There’s one obvious point I rarely see made in discussions of the Emergency Contraception controversy: most of the women who take it aren’t pregnant, and wouldn’t have become pregnant. As those who’ve spent thousands on infertility treatment know too well, unprotected sex does not lead directly to pregnancy. According to a couple of different sources, the average woman has an 8 or 9 percent chance of getting knocked up at the most fertile point in her cycle. I suck at math, but I’m pretty sure that means statistically, crossing your fingers and hoping really hard you’re not pregnant after unprotected sex has a better than 90 percent success rate.
So in the vast majority of cases, the question of whether EC prevents conception or interferes with implantation is moot: sperm and egg were never gonna hook up anyway. Even if you believe it is an abortifacient, the number of “abortions” it will cause is negligible. Yeah, yeah, one is too many. But considering it’s apparently impossible to prove how EC works, and we can only assume it’s preventing pregnancy at all in maybe 6 or 7 out of 100 women who take it (1 or 2 will end up pregnant anyway), aren’t there better battles to fight?
The thing is, if you’re a woman who might be pregnant, you’re not thinking in terms of statistics; you’re thinking in terms of the people you know who’ve gotten pregnant accidentally, the people you’ve heard about, and how very, very much you do not want to join their ranks. Even if the odds are on your side, the stakes are way too fucking high to take the gamble.The number one purpose of EC is not contraception or abortion–it’s peace of mind. The whole fucking point is that if you take it, you can mostly stop worrying about whether you’re pregnant, which you probably weren’t anyway.
I’ve taken EC once, in a committed relationship, after a generally reliable form of contraception failed. It wasn’t easy or convenient, by any means; I spent most of the day between pills puking my guts out, and that evening in bed with a migraine so bad I could do nothing but weep. (As any actually pregnant woman can tell you, getting blasted with hormones is no fucking fun.) And that was after the doctor who prescribed it–a man who’d never met me, who knew nothing about my medical history, my sexual history, or the relationship I was in at the time–snotted, “Next time, try the pill” at me as he wrote the prescription. (I still don’t even get that… “Next time” sorta suggests it’s already too late for the pill, doesn’t it?)

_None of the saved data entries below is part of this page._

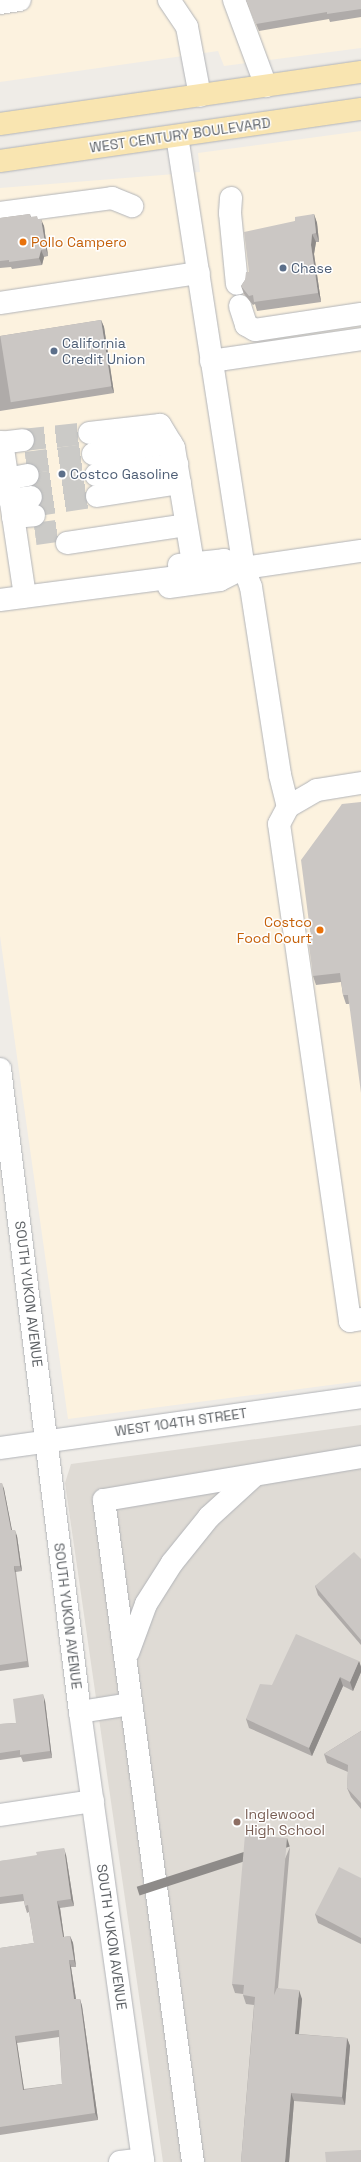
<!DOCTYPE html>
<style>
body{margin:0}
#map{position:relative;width:361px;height:2162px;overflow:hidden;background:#efece7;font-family:"Space Grotesk",sans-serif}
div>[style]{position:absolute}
.commercial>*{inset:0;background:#fcf2df}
.education>*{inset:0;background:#dfdbd5}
.minor-tunnel>*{height:22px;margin-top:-11px;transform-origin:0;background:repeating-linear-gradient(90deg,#cbcac7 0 22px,transparent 0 33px)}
.roads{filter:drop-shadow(0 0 1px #b2b4b8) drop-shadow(0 0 1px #b2b4b8)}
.minor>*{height:22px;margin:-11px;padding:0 11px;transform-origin:11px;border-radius:11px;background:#fff}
.major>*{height:22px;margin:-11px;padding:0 11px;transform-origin:11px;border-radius:11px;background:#f9e5b1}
.wall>*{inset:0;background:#afaba9}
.shaded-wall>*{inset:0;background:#8e8b89;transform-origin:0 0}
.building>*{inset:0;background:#cbc7c4;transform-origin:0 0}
.dots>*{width:11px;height:11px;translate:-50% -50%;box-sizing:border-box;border:2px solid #fff;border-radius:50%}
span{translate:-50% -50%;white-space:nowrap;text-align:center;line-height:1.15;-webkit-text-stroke:3px #fff;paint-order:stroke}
.street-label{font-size:14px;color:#5e6266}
.food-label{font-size:14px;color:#c56008}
.left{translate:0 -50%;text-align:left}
.right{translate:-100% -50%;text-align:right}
.service-label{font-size:14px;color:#4e5e75}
.education-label{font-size:14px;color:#785e54}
</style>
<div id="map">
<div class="commercial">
<i style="clip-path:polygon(0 0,361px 0,361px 48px,224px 66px,218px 51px,0 82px)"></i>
<i style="clip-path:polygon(361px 131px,361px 1381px,68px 1419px,0 936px,0 188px,200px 172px,198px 153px)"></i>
</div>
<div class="education">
<i style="clip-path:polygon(361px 1425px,361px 2162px,163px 2162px,65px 1483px,71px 1464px)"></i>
</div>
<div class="minor-tunnel">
<i style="left:23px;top:440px;width:66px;rotate:-6.1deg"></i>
<i style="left:26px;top:463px;width:68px;rotate:-7.7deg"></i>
<i style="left:29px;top:485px;width:68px;rotate:-8.5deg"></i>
<i style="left:32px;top:506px;width:66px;rotate:-8.7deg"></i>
<i style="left:35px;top:534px;width:30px;rotate:-8deg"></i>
</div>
<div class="roads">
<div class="minor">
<i style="left:169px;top:0;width:32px;rotate:56deg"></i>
<i style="left:187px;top:27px;width:70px;rotate:79.3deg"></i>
<i style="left:234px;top:0;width:92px;rotate:69.6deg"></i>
<i style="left:0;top:3px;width:20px;rotate:-9deg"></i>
<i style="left:177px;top:136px;width:437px;rotate:81.2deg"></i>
<i style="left:244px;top:568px;width:20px;rotate:70deg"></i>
<i style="left:251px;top:587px;width:190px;rotate:81.2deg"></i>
<i style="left:280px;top:775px;width:33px;rotate:76deg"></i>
<i style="left:231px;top:198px;width:15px;rotate:94deg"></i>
<i style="left:230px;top:213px;width:71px;rotate:84.4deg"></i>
<i style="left:0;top:213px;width:113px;rotate:-7.6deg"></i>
<i style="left:112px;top:198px;width:22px;rotate:22deg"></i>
<i style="left:0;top:303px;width:201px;rotate:-8.6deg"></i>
<i style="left:240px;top:306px;width:20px;rotate:72deg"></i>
<i style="left:246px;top:325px;width:10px;rotate:29deg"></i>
<i style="left:255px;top:330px;width:107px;rotate:-8.6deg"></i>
<i style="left:211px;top:361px;width:152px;rotate:-8.3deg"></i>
<i style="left:2px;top:442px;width:156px;rotate:81.5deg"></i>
<i style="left:0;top:443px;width:23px;rotate:-7deg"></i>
<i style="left:93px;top:454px;width:79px;rotate:-8deg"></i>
<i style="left:96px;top:475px;width:82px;rotate:-7.7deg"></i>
<i style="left:7px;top:479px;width:21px;rotate:-11deg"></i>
<i style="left:97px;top:496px;width:84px;rotate:-8.9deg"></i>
<i style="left:10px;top:500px;width:21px;rotate:-8deg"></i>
<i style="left:13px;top:517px;width:21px;rotate:-5deg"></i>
<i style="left:67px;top:543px;width:120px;rotate:-8.6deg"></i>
<i style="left:179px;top:565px;width:45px;rotate:-6.3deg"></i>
<i style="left:224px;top:560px;width:22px;rotate:22deg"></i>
<i style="left:169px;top:587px;width:51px;rotate:-7.8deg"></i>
<i style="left:220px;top:580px;width:27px;rotate:-27deg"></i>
<i style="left:244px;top:568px;width:118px;rotate:-8.3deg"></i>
<i style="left:0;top:600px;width:177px;rotate:-7.4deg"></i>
<i style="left:176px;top:577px;width:12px;rotate:-20deg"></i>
<i style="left:187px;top:573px;width:12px;rotate:-59deg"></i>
<i style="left:193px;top:563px;width:117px;rotate:-99.4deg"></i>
<i style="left:174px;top:448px;width:27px;rotate:-121deg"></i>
<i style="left:160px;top:425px;width:71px;rotate:173.6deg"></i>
<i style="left:361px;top:783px;width:45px;rotate:171deg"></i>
<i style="left:317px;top:790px;width:34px;rotate:150deg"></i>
<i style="left:288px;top:807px;width:19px;rotate:118deg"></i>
<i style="left:279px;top:824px;width:502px;rotate:81.87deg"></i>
<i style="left:350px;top:1321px;width:11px;rotate:-10deg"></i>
<i style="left:0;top:1069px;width:648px;rotate:82.91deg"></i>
<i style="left:80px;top:1712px;width:454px;rotate:82deg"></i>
<i style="left:0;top:1448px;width:365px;rotate:-8deg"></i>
<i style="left:128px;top:1653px;width:52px;rotate:-69.8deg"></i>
<i style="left:146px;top:1604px;width:49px;rotate:-57.6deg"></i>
<i style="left:172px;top:1563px;width:59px;rotate:-51.2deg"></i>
<i style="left:209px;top:1517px;width:61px;rotate:-42.3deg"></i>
<i style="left:80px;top:1712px;width:52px;rotate:-8.9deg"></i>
<i style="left:0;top:1815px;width:94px;rotate:-8.6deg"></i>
<i style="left:120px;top:2162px;width:23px;rotate:-7deg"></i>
<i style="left:193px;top:2162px;width:668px;rotate:-97.66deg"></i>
<i style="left:104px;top:1500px;width:261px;rotate:-9.5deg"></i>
</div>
<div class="major">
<i style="left:0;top:124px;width:365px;rotate:-8.2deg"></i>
<i style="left:0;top:161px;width:365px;rotate:-8.2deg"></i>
</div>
</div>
<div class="wall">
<i style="clip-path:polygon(246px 0,361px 0,361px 17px,330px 22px,329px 19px,259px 31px)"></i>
<i style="clip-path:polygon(30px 214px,31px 217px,38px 219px,44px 226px,48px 256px,44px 257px,42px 265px,12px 269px,11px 267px,0 268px,0 218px)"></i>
<i style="clip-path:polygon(314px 214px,317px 223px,319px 242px,316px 242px,314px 254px,321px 302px,257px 311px,255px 304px,253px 305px,244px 294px,241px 286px,245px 280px,249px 272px,295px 221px)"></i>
<i style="clip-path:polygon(101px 320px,104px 327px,114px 393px,0 411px,0 336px)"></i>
<i style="clip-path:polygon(342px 804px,349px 1004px,346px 1004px,343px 995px,341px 982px,316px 985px,313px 976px,311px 938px)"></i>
<i style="clip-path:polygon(0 1483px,4px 1489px,12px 1530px,17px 1536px,22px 1571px,16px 1572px,29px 1667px,0 1671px)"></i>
<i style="clip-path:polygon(361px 1559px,361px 1645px,318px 1595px,315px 1586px)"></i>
<i style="clip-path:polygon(359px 1661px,361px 1667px,361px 1672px,353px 1691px,343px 1686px,312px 1756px,249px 1728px,246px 1719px,272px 1685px)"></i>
<i style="clip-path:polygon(45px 1701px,52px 1758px,23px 1762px,21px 1757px,0 1760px,0 1724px,16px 1723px)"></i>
<i style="clip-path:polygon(361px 1731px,361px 1809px,351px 1797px,347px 1788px,348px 1772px,327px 1763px,324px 1754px)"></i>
<i style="clip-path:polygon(290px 1847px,278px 1988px,302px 1999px,299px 2034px,347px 2038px,350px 2046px,345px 2105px,294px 2101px,289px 2162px,241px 2162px,254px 2005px,246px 2004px,243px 1995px,243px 1994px,235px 1993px,232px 1984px)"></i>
<i style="clip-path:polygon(evenodd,66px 1855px,74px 1906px,60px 1908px,64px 1937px,70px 1936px,73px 1943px,76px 1967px,71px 1967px,76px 1999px,80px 1999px,82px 2006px,98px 2120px,0 2135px,0 1948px,34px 1943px,29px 1912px,27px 1913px,25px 1906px,24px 1901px,0 1904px,0 1861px,66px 1855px,59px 2037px,62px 2084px,24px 2089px,17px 2043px,59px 2037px)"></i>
<i style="clip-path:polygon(361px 1878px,361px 1944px,318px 1923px,315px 1914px)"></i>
</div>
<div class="shaded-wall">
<i style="clip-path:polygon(314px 214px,317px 223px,319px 242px,316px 233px)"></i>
<i style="clip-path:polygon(41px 219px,44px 226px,48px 256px,46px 249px)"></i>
<i style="clip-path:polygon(312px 234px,316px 242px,314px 254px,321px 302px,318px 293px,311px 245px)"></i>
<i style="clip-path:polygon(41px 250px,44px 257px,42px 265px,39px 258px)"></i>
<i style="clip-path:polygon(101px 320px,104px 327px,114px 393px,111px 386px)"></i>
<i style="clip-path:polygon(2px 1483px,4px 1489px,13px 1536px,11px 1530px)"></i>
<i style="clip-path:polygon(15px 1530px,17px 1536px,22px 1571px,20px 1566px)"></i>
<i style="left:14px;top:1566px;width:6px;height:96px;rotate:72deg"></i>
<i style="clip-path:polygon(359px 1661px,361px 1667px,361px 1672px,353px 1691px,350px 1682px)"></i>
<i style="clip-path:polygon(340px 1677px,343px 1686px,312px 1756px,309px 1748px)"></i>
<i style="clip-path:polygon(43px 1694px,45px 1701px,52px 1758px,50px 1751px)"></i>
<i style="left:287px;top:1838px;width:9px;height:158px;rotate:72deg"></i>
<i style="clip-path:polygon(64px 1848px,66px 1855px,74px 1906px,71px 1899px)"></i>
<i style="clip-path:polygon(57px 1901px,60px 1908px,65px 1944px,63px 1937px)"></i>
<i style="clip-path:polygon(70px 1936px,73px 1943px,76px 1967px,74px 1960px)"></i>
<i style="clip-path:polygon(69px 1960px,71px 1967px,77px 2006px,74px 1999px)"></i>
<i style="clip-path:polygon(299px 1990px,302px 1999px,298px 2042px,295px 2034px)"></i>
<i style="clip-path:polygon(80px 1999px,82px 2006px,98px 2120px,95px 2113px)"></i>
<i style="clip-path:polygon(15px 2036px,17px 2043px,25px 2097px,23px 2090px)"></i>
<i style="clip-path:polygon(347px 2038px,350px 2046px,345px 2105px,342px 2097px)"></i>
<i style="clip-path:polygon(291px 2093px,294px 2101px,289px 2162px,285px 2162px)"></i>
</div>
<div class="building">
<i style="clip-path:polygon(246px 0,361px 0,361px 9px,327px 14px,327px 12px,256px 24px)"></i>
<i style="clip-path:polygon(30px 214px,30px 217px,37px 216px,38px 219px,41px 219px,46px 249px,41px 250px,39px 258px,9px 262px,9px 260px,0 261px,0 218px)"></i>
<i style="clip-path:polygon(314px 214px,316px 233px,312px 234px,311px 245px,318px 293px,254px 302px,253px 295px,249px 296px,241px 286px,245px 280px,246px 272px,249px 272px,244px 232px,295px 221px,295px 217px)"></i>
<i style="left:101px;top:320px;width:67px;height:102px;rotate:81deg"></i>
<i style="clip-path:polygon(361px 802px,361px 1093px,348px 995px,343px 995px,340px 973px,313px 976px,308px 938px,311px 938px,301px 860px,342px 804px)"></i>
<i style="clip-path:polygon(0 1483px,2px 1483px,11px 1530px,15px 1530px,20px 1566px,14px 1566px,27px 1661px,0 1665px)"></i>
<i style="clip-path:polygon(354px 1552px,361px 1559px,361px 1640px,315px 1586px)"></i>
<i style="clip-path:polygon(296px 1634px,359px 1661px,350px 1682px,340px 1677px,309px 1748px,246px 1719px,260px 1684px,272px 1685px)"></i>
<i style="clip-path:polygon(43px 1694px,50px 1751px,20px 1755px,20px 1750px,0 1753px,0 1724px,16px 1723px,13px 1699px)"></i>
<i style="clip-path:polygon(361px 1731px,361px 1803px,347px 1788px,348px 1765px,324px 1754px)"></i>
<i style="clip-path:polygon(245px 1835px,287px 1838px,274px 1995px,277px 1988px,299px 1990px,295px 2034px,347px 2038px,342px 2097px,291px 2093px,285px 2162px,241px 2162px,255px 1997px,243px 1995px,244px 1985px,232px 1984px)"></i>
<i style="clip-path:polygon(evenodd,64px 1848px,71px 1899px,57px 1901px,63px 1937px,70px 1936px,74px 1960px,69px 1960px,74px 1999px,80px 1999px,95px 2113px,0 2127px,0 1948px,34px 1943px,28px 1905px,25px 1906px,23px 1894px,0 1897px,0 1861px,37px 1855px,36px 1852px,64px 1848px,59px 2030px,62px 2084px,23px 2090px,15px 2036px,59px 2030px)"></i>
<i style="clip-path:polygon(339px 1867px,361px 1878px,361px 1938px,315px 1914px)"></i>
<i style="clip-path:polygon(361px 2150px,361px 2162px,326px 2162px,325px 2152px)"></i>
</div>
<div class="dots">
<i style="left:23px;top:242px;background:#e8710a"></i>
<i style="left:283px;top:268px;background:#5c6f8a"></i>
<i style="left:54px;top:351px;background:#5c6f8a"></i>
<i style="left:62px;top:474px;background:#5c6f8a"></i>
<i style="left:320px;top:930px;background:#e8710a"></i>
<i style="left:237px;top:1822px;background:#8d6e63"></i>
</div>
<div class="street-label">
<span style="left:180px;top:135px;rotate:-8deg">WEST CENTURY BOULEVARD</span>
<span style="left:29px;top:1294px;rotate:83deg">SOUTH YUKON AVENUE</span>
<span style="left:181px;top:1422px;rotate:-8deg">WEST 104TH STREET</span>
<span style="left:68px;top:1616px;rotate:83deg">SOUTH YUKON AVENUE</span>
<span style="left:112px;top:1937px;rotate:82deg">SOUTH YUKON AVENUE</span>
</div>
<div class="food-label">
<span class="left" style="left:31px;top:242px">Pollo Campero</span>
<span class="right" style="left:312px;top:930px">Costco<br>Food Court</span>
</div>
<div class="service-label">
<span class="left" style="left:291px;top:268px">Chase</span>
<span class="left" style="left:62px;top:351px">California<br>Credit Union</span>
<span class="left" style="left:70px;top:474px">Costco Gasoline</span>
</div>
<div class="education-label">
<span class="left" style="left:245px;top:1822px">Inglewood<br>High School</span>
</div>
</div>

So, let’s recap. I was a voting adult (and then some), in a long-term monogamous relationship, using birth control responsibly. And I had an accident. I then endured humiliation by a judgmental doctor and spent 24 hours in physical agony, just to insure that I would not become pregnant, even though the chances of that were awfully slight to begin with. That is not remotely the way I would choose to go about things. But it would have been even worse to spend weeks after that wondering if I was pregnant, and much, much worse to lose the gamble and be confronted with an unwanted pregnancy.
The controversy over EC is not about whether it “kills babies.” It is about whether women should be allowed to have sex and maintain their peace of mind. I’d argue that most debates over reproductive freedom come down to that basic issue, but this one does unquestionably. Most of the women who take EC are not and would not have become pregnant. Why does that fact keep getting lost in these discussions?
Before I descend into complete bitterness yet again, big love to Blagojevich. I don’t give a crap if he’s “only doing it for re-election.” I am fucking thrilled to live in a state where that’s what will get you elected.


That’s “Blah-go-yah-vich” for out-of-staters.